Tell how many lines in the records contain the word "screen"; the number alone is the answer.

Dataset items
····················
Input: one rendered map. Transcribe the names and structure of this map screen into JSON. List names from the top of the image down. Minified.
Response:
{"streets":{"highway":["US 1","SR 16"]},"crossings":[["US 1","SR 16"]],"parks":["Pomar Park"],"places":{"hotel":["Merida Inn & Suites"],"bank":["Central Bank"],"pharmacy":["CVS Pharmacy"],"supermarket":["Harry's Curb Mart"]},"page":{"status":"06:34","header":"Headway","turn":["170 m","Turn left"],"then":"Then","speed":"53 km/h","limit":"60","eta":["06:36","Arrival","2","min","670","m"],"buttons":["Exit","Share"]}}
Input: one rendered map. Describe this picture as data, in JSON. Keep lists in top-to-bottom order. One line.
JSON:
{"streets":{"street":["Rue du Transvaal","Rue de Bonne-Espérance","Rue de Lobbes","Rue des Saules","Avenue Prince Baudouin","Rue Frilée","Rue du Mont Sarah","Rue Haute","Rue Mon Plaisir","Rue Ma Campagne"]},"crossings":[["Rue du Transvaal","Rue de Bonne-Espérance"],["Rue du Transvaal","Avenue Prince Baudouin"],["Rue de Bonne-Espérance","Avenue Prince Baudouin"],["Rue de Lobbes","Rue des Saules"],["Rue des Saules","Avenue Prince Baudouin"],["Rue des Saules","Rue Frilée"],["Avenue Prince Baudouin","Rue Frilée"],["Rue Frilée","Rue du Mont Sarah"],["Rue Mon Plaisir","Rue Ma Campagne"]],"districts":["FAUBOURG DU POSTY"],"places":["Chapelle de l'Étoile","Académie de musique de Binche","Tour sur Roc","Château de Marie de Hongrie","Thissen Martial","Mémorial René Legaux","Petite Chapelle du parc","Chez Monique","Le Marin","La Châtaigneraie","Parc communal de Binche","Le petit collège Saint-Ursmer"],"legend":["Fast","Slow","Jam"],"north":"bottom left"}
····················
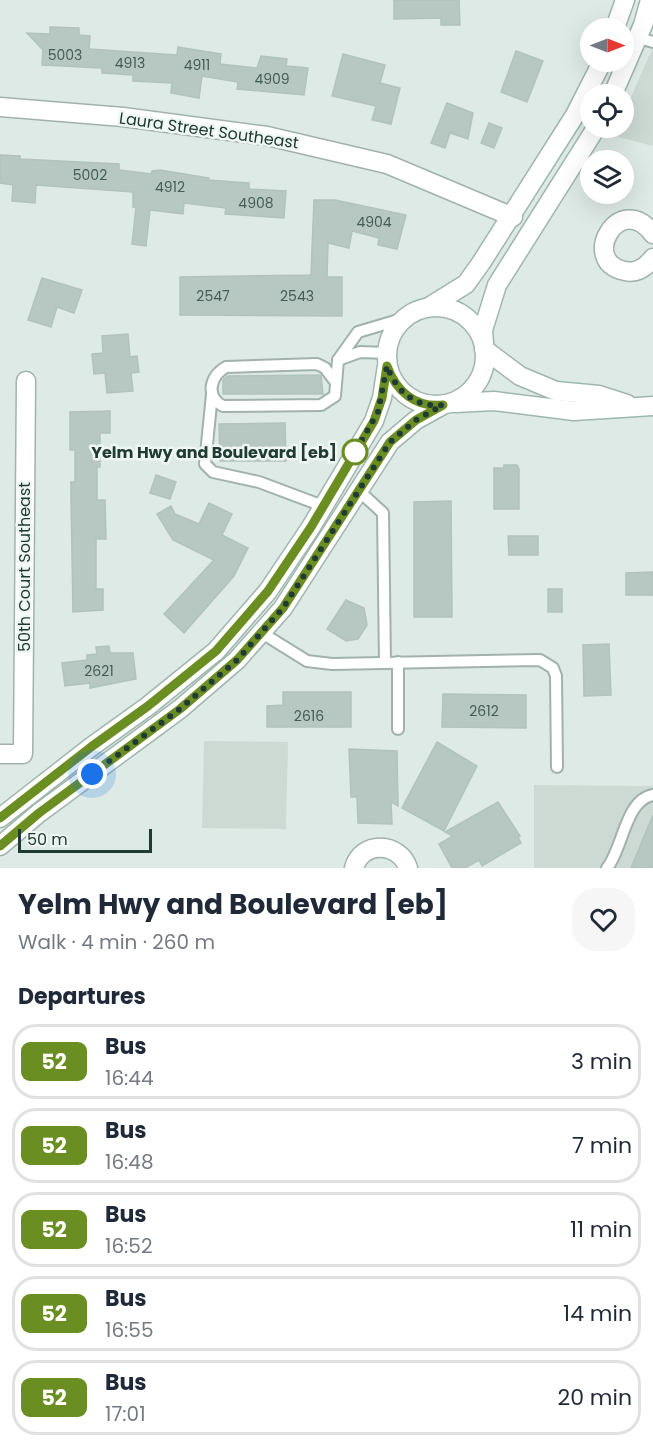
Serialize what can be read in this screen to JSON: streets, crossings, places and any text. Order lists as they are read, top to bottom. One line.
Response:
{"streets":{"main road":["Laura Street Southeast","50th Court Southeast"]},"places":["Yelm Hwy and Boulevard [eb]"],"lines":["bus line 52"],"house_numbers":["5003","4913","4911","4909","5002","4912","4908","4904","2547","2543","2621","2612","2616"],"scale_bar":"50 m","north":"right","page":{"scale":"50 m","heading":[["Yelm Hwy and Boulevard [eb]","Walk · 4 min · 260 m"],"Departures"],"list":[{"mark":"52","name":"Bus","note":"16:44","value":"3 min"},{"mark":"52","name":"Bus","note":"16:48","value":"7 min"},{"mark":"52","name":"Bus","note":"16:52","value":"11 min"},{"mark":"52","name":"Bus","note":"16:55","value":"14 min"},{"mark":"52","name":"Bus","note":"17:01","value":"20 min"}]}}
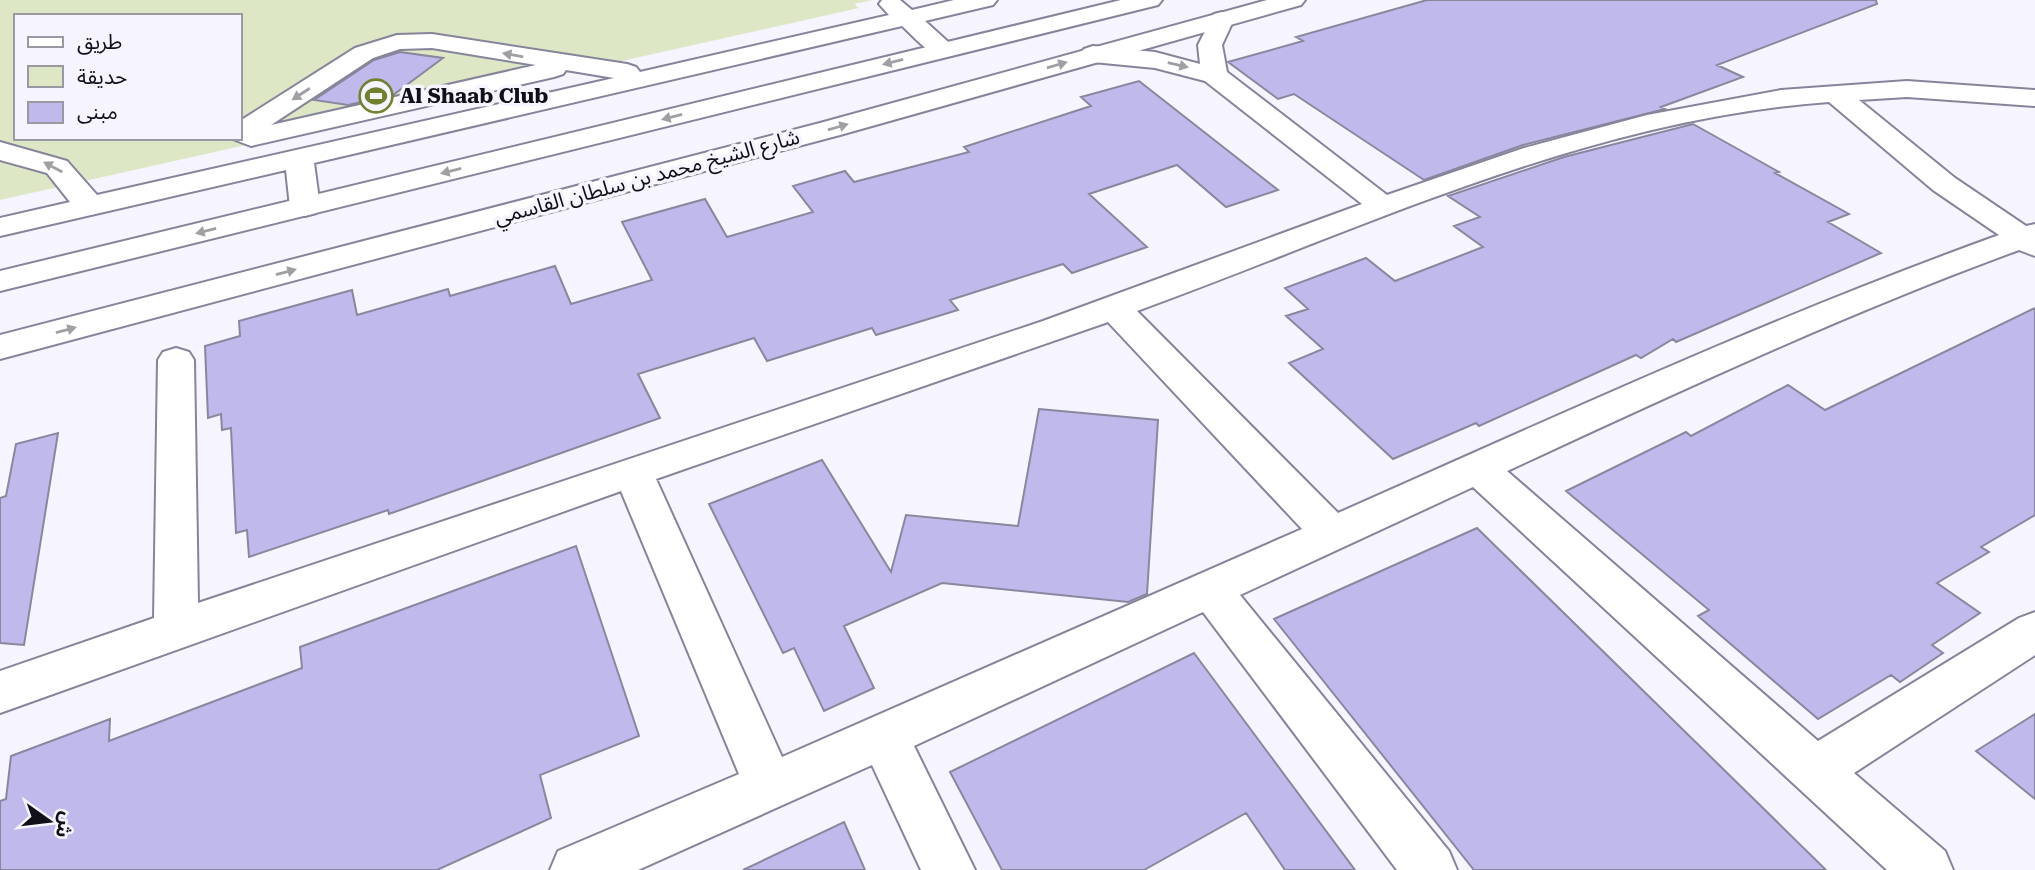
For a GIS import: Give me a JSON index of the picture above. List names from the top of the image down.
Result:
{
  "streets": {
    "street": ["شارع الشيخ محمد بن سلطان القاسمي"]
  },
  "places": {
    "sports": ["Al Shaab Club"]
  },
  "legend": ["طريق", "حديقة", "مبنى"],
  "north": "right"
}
····················
#### Response area
2